Il giudizio sulle nostre e sulle altrui azioni quotidiane
“Le cattive azioni degli uomini vivono nel bronzo, mentre quelle virtuose le scriviamo sull’acqua”
William Shakespeare
Nell’avere a che fare con gli altri, siamo imparziali osservatori, oppure tendiamo a classificarli e a spiegare le loro azioni con una certa tendenza? Siamo capaci nelle interazioni di riconoscere le nostre responsabilità e le attenuanti dell’altro, o tendiamo a fare il contrario?
La differenza tra attore e osservatore nell’attribuzione di caratteristiche.
Quando osserviamo e valutiamo i comportamenti delle persone, di solito tendiamo ad attribuirli alle loro qualità permanenti piuttosto che a fattori che riguardano la situazione. Lo psicologo sociale Luciano Arcuri ha fornito l’esempio di quando guidiamo l’automobile. Le scorrettezze degli altri ci sembrano stabili, mentre le nostre sarebbero situazionali.
Viene da pensare che vi sarà la tendenza a giudicare più negativamente l’attore osservato che noi stessi, che in quella particolare situazione possiamo avere una giustificazione contestuale. E’ facile allora avere una scusa per sé (oggi sono molto stanco), e un’etichetta per attribuire una caratteristica stabile agli altri (è una persona maleducata, è un pirata della strada, etc.).
L’incoerenza è sempre quella degli altri.
A volte capita di ascoltare le dichiarazioni sui desideri delle persone, sui loro atteggiamenti riguardo alcune questioni, su come si comporterebbero in determinate situazioni. Poi magari scopriamo delle discrepanze nelle loro azioni, interpretandole come incoerenza. Ma è l’unica spiegazione possibile? Quando capita a noi di comportarci diversamente da quanto dichiarato ci giustifichiamo pensando di avere cambiato a ragion veduta idea sulla questione, o che in quella situazione un particolare fattore ci ha impedito di agire come previsto. Troviamo delle attenuanti alle nostre incoerenze.

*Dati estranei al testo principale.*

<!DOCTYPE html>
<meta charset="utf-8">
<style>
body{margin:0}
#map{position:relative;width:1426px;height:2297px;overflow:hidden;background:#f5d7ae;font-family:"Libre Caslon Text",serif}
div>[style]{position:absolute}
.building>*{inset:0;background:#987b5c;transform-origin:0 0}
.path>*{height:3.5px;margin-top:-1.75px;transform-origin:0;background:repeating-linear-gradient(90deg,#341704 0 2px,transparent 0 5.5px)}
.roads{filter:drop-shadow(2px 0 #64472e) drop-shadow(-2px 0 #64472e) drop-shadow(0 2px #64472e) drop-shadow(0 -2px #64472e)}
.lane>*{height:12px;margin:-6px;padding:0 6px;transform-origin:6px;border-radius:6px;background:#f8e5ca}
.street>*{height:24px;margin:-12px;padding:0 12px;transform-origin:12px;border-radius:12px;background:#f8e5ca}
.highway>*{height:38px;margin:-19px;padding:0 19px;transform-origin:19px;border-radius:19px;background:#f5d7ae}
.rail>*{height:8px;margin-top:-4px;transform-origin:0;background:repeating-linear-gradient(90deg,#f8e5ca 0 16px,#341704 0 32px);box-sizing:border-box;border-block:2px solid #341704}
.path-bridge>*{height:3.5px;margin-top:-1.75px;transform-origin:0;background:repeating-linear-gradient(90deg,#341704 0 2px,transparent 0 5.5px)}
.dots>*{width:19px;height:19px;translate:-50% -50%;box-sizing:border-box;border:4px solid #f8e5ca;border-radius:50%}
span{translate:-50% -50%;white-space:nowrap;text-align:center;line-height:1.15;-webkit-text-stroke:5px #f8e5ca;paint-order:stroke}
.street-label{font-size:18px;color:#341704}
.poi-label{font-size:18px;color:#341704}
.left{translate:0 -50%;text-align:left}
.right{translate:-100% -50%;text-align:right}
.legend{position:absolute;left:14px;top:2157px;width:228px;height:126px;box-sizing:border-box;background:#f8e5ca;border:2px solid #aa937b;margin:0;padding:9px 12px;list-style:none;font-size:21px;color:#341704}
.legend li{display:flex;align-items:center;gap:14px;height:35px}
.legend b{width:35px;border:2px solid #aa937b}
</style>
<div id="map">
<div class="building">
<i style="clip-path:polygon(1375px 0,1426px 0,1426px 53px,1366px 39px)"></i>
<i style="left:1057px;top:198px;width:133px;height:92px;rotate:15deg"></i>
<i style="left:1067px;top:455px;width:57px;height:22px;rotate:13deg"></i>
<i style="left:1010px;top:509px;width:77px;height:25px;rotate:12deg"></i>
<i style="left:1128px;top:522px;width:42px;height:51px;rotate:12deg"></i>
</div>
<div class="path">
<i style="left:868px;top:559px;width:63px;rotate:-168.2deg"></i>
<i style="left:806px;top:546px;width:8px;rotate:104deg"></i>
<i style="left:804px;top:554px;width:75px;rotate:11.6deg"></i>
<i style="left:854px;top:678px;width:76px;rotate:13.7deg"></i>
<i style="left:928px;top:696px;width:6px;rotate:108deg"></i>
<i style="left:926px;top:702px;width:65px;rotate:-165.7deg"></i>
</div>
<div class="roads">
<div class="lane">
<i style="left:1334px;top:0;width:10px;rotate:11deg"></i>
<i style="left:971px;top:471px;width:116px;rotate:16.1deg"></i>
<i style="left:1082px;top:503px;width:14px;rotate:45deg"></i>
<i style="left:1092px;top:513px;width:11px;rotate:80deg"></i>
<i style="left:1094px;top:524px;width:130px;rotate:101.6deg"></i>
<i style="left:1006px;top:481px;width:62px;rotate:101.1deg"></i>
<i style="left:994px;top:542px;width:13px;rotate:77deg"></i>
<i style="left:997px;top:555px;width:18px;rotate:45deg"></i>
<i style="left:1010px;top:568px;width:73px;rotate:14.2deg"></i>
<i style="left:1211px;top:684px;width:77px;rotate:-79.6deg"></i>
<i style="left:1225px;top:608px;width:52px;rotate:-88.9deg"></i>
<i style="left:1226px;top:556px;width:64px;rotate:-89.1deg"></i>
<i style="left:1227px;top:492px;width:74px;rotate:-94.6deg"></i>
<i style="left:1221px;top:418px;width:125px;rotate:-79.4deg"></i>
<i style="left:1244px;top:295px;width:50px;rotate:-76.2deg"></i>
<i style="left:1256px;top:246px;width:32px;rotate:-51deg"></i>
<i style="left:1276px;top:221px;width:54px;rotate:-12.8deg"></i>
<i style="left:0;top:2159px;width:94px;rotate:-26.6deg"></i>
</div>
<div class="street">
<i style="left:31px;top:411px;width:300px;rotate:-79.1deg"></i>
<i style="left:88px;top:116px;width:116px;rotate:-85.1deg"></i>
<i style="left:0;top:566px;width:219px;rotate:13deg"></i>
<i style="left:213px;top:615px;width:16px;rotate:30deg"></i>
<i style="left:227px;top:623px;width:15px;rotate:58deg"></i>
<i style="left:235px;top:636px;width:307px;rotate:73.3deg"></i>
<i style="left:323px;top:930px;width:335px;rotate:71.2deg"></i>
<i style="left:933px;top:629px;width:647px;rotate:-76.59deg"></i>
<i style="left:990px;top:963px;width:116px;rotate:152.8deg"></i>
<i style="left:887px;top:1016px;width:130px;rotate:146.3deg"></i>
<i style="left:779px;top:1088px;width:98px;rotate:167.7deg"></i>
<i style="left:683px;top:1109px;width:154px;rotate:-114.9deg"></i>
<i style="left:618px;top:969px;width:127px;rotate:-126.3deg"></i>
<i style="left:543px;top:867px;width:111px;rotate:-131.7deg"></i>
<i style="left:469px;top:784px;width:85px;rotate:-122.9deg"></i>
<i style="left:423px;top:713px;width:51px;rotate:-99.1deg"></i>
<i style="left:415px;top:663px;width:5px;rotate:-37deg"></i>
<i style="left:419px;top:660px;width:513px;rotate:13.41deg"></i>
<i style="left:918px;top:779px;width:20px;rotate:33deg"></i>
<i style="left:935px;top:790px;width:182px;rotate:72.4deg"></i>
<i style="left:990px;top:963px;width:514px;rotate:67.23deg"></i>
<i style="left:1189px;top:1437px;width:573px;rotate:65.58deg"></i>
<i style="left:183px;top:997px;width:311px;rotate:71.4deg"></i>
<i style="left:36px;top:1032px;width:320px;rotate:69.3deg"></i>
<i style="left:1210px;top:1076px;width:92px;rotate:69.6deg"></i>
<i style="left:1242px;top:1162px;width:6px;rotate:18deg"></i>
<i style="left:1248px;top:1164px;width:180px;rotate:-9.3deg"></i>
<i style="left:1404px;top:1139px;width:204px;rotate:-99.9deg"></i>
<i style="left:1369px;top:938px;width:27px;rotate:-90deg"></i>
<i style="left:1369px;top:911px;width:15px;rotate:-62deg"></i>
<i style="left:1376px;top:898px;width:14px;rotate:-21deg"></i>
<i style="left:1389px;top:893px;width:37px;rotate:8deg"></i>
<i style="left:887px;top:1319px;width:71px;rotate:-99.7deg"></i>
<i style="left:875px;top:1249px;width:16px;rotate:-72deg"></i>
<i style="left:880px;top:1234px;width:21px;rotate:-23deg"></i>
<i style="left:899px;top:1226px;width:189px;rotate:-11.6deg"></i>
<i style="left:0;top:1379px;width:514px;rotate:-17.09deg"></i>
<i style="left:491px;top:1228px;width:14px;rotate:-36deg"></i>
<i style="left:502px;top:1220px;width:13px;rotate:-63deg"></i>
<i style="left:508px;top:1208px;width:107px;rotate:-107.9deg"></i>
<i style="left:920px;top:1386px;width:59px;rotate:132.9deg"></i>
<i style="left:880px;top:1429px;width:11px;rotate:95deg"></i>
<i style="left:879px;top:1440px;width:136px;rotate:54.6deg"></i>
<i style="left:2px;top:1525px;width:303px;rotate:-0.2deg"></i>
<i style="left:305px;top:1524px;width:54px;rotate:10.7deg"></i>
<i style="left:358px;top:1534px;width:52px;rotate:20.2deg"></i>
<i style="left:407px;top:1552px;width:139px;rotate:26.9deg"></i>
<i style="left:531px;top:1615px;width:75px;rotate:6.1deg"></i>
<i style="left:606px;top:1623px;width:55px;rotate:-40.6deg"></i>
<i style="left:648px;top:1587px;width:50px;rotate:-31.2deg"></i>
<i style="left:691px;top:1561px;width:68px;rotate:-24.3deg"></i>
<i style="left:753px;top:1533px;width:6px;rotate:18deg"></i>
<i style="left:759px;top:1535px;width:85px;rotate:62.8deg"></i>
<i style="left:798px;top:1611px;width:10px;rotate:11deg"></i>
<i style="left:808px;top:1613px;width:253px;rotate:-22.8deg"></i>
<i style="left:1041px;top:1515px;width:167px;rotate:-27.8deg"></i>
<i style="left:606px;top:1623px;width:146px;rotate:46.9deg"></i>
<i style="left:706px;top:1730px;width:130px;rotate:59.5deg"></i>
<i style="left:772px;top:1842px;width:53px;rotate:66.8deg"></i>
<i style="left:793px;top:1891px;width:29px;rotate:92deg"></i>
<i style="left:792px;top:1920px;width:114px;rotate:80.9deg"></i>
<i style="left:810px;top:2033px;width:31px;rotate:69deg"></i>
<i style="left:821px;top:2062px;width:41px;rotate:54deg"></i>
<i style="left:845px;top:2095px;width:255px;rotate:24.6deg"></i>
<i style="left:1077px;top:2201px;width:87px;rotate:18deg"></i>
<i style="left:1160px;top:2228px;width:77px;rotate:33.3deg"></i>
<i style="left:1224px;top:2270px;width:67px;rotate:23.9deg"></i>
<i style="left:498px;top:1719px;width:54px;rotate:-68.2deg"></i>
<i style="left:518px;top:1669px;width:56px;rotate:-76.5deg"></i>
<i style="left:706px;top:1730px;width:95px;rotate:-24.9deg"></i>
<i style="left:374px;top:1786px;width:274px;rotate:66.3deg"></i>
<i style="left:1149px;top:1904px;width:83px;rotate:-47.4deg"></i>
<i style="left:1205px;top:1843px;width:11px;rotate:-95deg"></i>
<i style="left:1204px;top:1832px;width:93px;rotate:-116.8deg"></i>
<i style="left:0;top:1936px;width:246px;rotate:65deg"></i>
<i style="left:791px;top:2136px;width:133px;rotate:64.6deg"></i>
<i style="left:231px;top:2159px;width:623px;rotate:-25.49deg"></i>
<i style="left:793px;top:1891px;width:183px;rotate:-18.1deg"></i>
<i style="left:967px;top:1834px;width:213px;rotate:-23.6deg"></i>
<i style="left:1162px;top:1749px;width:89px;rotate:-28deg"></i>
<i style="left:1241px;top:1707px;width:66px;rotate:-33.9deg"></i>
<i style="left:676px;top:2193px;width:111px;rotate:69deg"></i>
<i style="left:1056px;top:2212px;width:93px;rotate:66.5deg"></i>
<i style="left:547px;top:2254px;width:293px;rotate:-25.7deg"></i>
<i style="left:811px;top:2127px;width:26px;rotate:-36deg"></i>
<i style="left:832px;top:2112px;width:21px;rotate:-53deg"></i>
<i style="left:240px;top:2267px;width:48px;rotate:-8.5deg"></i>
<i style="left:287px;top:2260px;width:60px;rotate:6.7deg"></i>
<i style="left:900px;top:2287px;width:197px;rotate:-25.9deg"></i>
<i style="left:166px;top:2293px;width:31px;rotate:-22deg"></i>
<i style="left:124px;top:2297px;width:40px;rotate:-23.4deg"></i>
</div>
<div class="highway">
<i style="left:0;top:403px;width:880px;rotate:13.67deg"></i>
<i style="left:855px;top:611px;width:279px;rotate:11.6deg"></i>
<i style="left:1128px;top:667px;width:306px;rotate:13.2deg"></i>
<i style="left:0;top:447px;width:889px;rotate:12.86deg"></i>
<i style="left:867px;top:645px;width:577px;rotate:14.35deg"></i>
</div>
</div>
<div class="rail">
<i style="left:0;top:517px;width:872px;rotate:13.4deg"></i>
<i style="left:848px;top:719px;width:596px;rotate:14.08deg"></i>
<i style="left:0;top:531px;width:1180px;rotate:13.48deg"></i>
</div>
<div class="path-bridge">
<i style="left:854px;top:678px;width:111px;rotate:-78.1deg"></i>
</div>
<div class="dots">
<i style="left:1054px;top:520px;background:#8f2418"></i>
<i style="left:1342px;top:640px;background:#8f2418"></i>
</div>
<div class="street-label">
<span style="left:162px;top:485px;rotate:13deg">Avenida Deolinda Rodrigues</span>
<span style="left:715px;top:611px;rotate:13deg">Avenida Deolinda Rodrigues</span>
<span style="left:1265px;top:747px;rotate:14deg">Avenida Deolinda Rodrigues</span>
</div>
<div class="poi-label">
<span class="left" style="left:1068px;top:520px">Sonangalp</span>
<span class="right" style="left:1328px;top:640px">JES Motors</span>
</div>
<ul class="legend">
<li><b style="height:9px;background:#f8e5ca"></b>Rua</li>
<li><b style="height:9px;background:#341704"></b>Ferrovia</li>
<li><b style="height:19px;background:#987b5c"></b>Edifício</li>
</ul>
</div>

Per l’incoerenza tra dichiarazioni e azioni delle persone, il giornalista Vance Packard ci raccontava (nel libro I Persuasori Occulti) che gli imprenditori negli anni ’50 del secolo scorso avevano imparato a dubitare delle dichiarazioni delle persone nelle indagini di mercato, concludendo che:
1) E’ un errore dare per assodato che la gente sappia ciò che vuole;
2) Non si può presumere che la gente dica la verità su desideri e paure, né che ne sia consapevole;
3) E’ deleterio presumere che il pubblico si comporti razionalmente.
Il differente metro di misura adottato quando osserviamo le azioni dell’altro rispetto alle nostre ci porta spesso a distorsioni valutative sul comportamento altrui. Per esempio se attribuiamo la stabilità al comportamento indesiderato dell’altro mentre al nostro diamo le attenuanti situazionali, può abbassarsi la fiducia di poter andare d’accordo con una data persona con la quale abbiamo avuto un diverbio. Potremmo concludere che non ci possiamo ragionare perché “tanto è fatta così”. E diventerebbe una “profezia che si autorealizza” (credere di avere poche chance di redimere una controversia ci può portare a impegnarci poco, andando a confermare la nostra teoria iniziale).
Per uscire da questo circolo vizioso potrebbe essere utile entrare nell’ottica di non giudicare l’altra persona per una singola azione, ed eventualmente utilizzare la profezia autorealizzante in modo positivo: “penso che il cliente rompiscatole che ho davanti in realtà sia ragionevole, solo che oggi se n’è dimenticato perché qualcosa gli è andato storto”. In quel caso, perché no, si potrebbe ricordargli quanto di solito sia saggio, senza esplicitarlo ma portando avanti questa convinzione nel nostro modo di interagire con lui.